[Collected data entries]
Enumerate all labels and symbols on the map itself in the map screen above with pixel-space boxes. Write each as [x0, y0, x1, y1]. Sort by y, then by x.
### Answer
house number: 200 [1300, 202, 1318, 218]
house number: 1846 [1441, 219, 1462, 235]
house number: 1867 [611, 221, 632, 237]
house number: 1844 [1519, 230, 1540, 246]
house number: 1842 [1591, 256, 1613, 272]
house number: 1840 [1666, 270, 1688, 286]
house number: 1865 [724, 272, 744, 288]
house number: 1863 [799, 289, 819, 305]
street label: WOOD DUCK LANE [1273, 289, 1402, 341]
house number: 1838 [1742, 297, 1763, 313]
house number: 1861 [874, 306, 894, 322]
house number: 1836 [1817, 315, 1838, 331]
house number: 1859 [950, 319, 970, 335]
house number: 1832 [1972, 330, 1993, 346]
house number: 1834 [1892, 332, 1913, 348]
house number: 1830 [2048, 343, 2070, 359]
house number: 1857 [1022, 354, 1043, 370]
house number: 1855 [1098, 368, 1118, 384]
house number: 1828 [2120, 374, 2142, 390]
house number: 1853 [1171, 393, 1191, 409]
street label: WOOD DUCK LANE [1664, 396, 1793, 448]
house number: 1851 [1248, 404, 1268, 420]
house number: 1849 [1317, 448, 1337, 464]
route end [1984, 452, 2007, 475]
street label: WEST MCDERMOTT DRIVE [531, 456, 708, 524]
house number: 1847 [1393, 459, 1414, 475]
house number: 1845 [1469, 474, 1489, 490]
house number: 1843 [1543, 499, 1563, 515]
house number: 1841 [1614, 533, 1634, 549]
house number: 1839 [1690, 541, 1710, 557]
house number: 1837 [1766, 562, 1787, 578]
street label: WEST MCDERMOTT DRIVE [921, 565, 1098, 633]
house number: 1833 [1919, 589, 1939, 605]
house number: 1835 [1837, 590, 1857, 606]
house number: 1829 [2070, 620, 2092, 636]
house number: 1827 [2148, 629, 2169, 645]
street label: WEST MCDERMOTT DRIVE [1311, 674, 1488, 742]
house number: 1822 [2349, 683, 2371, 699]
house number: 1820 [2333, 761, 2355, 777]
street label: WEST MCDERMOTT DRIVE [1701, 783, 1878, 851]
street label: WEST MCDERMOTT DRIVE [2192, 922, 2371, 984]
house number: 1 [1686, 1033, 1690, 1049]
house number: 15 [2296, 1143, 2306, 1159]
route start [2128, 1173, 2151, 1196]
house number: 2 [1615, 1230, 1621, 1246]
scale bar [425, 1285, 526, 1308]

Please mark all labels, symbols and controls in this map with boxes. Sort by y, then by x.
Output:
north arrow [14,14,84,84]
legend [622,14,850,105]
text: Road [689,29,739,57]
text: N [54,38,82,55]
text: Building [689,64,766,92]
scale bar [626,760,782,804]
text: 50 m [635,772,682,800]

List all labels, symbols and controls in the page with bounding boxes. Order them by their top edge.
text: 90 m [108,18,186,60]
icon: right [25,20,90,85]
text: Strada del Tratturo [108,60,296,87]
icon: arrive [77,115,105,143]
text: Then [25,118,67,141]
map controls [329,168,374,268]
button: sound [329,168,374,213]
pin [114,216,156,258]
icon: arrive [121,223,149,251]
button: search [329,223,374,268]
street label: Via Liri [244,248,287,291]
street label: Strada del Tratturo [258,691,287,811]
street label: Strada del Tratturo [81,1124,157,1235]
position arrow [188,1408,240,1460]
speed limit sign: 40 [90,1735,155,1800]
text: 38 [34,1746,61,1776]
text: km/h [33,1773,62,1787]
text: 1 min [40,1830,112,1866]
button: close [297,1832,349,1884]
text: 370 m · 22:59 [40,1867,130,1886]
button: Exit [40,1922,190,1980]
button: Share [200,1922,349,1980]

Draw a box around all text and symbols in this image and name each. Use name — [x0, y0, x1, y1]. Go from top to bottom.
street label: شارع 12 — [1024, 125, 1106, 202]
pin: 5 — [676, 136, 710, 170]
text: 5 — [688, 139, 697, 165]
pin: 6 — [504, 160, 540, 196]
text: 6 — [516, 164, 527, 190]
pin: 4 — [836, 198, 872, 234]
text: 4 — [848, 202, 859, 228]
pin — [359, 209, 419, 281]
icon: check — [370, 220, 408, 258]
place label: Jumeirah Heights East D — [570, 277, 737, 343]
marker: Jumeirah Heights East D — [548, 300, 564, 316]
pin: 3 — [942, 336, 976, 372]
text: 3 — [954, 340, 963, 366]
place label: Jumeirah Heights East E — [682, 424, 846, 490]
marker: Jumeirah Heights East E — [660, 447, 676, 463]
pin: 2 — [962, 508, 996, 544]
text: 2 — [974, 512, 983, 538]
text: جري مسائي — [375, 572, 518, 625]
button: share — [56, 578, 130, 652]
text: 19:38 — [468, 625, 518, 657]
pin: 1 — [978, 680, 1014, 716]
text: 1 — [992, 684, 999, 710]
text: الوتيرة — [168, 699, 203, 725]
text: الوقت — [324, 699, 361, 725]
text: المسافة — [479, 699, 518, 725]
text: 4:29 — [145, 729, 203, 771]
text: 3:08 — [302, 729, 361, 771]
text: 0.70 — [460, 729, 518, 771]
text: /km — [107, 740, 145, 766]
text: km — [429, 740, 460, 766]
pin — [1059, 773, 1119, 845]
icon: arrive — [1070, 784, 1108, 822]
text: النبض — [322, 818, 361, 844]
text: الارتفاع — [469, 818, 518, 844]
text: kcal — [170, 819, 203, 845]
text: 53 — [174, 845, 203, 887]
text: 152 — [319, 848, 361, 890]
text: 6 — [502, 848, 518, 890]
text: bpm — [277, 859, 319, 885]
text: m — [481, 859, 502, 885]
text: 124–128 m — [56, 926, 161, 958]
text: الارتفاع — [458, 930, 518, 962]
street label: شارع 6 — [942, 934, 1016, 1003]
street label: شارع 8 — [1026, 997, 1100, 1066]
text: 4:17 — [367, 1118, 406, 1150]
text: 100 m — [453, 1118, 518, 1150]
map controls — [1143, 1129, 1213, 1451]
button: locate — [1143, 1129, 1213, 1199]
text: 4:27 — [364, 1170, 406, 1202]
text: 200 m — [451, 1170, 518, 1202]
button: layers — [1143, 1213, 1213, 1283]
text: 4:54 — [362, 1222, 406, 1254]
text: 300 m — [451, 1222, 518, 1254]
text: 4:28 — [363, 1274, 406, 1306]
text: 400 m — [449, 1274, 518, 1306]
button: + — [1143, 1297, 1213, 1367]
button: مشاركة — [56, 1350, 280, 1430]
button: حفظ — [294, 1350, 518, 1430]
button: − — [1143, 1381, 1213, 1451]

▶ **WHAT YOU NEED TO DO**:
The records above should be transcribed in full, with no differences.

▶ **REPLY**:
Enumerate all labels and symbols on the map itself in the map screen above with pixel-space boxes. Write each as [x0, y0, x1, y1]. Sort by y, then by x.
### Answer
house number: 200 [1300, 202, 1318, 218]
house number: 1846 [1441, 219, 1462, 235]
house number: 1867 [611, 221, 632, 237]
house number: 1844 [1519, 230, 1540, 246]
house number: 1842 [1591, 256, 1613, 272]
house number: 1840 [1666, 270, 1688, 286]
house number: 1865 [724, 272, 744, 288]
house number: 1863 [799, 289, 819, 305]
street label: WOOD DUCK LANE [1273, 289, 1402, 341]
house number: 1838 [1742, 297, 1763, 313]
house number: 1861 [874, 306, 894, 322]
house number: 1836 [1817, 315, 1838, 331]
house number: 1859 [950, 319, 970, 335]
house number: 1832 [1972, 330, 1993, 346]
house number: 1834 [1892, 332, 1913, 348]
house number: 1830 [2048, 343, 2070, 359]
house number: 1857 [1022, 354, 1043, 370]
house number: 1855 [1098, 368, 1118, 384]
house number: 1828 [2120, 374, 2142, 390]
house number: 1853 [1171, 393, 1191, 409]
street label: WOOD DUCK LANE [1664, 396, 1793, 448]
house number: 1851 [1248, 404, 1268, 420]
house number: 1849 [1317, 448, 1337, 464]
route end [1984, 452, 2007, 475]
street label: WEST MCDERMOTT DRIVE [531, 456, 708, 524]
house number: 1847 [1393, 459, 1414, 475]
house number: 1845 [1469, 474, 1489, 490]
house number: 1843 [1543, 499, 1563, 515]
house number: 1841 [1614, 533, 1634, 549]
house number: 1839 [1690, 541, 1710, 557]
house number: 1837 [1766, 562, 1787, 578]
street label: WEST MCDERMOTT DRIVE [921, 565, 1098, 633]
house number: 1833 [1919, 589, 1939, 605]
house number: 1835 [1837, 590, 1857, 606]
house number: 1829 [2070, 620, 2092, 636]
house number: 1827 [2148, 629, 2169, 645]
street label: WEST MCDERMOTT DRIVE [1311, 674, 1488, 742]
house number: 1822 [2349, 683, 2371, 699]
house number: 1820 [2333, 761, 2355, 777]
street label: WEST MCDERMOTT DRIVE [1701, 783, 1878, 851]
street label: WEST MCDERMOTT DRIVE [2192, 922, 2371, 984]
house number: 1 [1686, 1033, 1690, 1049]
house number: 15 [2296, 1143, 2306, 1159]
route start [2128, 1173, 2151, 1196]
house number: 2 [1615, 1230, 1621, 1246]
scale bar [425, 1285, 526, 1308]

Please mark all labels, symbols and controls in this map with boxes. Sort by y, then by x.
Output:
north arrow [14,14,84,84]
legend [622,14,850,105]
text: Road [689,29,739,57]
text: N [54,38,82,55]
text: Building [689,64,766,92]
scale bar [626,760,782,804]
text: 50 m [635,772,682,800]

List all labels, symbols and controls in the page with bounding boxes. Order them by their top edge.
text: 90 m [108,18,186,60]
icon: right [25,20,90,85]
text: Strada del Tratturo [108,60,296,87]
icon: arrive [77,115,105,143]
text: Then [25,118,67,141]
map controls [329,168,374,268]
button: sound [329,168,374,213]
pin [114,216,156,258]
icon: arrive [121,223,149,251]
button: search [329,223,374,268]
street label: Via Liri [244,248,287,291]
street label: Strada del Tratturo [258,691,287,811]
street label: Strada del Tratturo [81,1124,157,1235]
position arrow [188,1408,240,1460]
speed limit sign: 40 [90,1735,155,1800]
text: 38 [34,1746,61,1776]
text: km/h [33,1773,62,1787]
text: 1 min [40,1830,112,1866]
button: close [297,1832,349,1884]
text: 370 m · 22:59 [40,1867,130,1886]
button: Exit [40,1922,190,1980]
button: Share [200,1922,349,1980]

Draw a box around all text and symbols in this image and name each. Use name — [x0, y0, x1, y1]. Go from top to bottom.
street label: شارع 12 — [1024, 125, 1106, 202]
pin: 5 — [676, 136, 710, 170]
text: 5 — [688, 139, 697, 165]
pin: 6 — [504, 160, 540, 196]
text: 6 — [516, 164, 527, 190]
pin: 4 — [836, 198, 872, 234]
text: 4 — [848, 202, 859, 228]
pin — [359, 209, 419, 281]
icon: check — [370, 220, 408, 258]
place label: Jumeirah Heights East D — [570, 277, 737, 343]
marker: Jumeirah Heights East D — [548, 300, 564, 316]
pin: 3 — [942, 336, 976, 372]
text: 3 — [954, 340, 963, 366]
place label: Jumeirah Heights East E — [682, 424, 846, 490]
marker: Jumeirah Heights East E — [660, 447, 676, 463]
pin: 2 — [962, 508, 996, 544]
text: 2 — [974, 512, 983, 538]
text: جري مسائي — [375, 572, 518, 625]
button: share — [56, 578, 130, 652]
text: 19:38 — [468, 625, 518, 657]
pin: 1 — [978, 680, 1014, 716]
text: 1 — [992, 684, 999, 710]
text: الوتيرة — [168, 699, 203, 725]
text: الوقت — [324, 699, 361, 725]
text: المسافة — [479, 699, 518, 725]
text: 4:29 — [145, 729, 203, 771]
text: 3:08 — [302, 729, 361, 771]
text: 0.70 — [460, 729, 518, 771]
text: /km — [107, 740, 145, 766]
text: km — [429, 740, 460, 766]
pin — [1059, 773, 1119, 845]
icon: arrive — [1070, 784, 1108, 822]
text: النبض — [322, 818, 361, 844]
text: الارتفاع — [469, 818, 518, 844]
text: kcal — [170, 819, 203, 845]
text: 53 — [174, 845, 203, 887]
text: 152 — [319, 848, 361, 890]
text: 6 — [502, 848, 518, 890]
text: bpm — [277, 859, 319, 885]
text: m — [481, 859, 502, 885]
text: 124–128 m — [56, 926, 161, 958]
text: الارتفاع — [458, 930, 518, 962]
street label: شارع 6 — [942, 934, 1016, 1003]
street label: شارع 8 — [1026, 997, 1100, 1066]
text: 4:17 — [367, 1118, 406, 1150]
text: 100 m — [453, 1118, 518, 1150]
map controls — [1143, 1129, 1213, 1451]
button: locate — [1143, 1129, 1213, 1199]
text: 4:27 — [364, 1170, 406, 1202]
text: 200 m — [451, 1170, 518, 1202]
button: layers — [1143, 1213, 1213, 1283]
text: 4:54 — [362, 1222, 406, 1254]
text: 300 m — [451, 1222, 518, 1254]
text: 4:28 — [363, 1274, 406, 1306]
text: 400 m — [449, 1274, 518, 1306]
button: + — [1143, 1297, 1213, 1367]
button: مشاركة — [56, 1350, 280, 1430]
button: حفظ — [294, 1350, 518, 1430]
button: − — [1143, 1381, 1213, 1451]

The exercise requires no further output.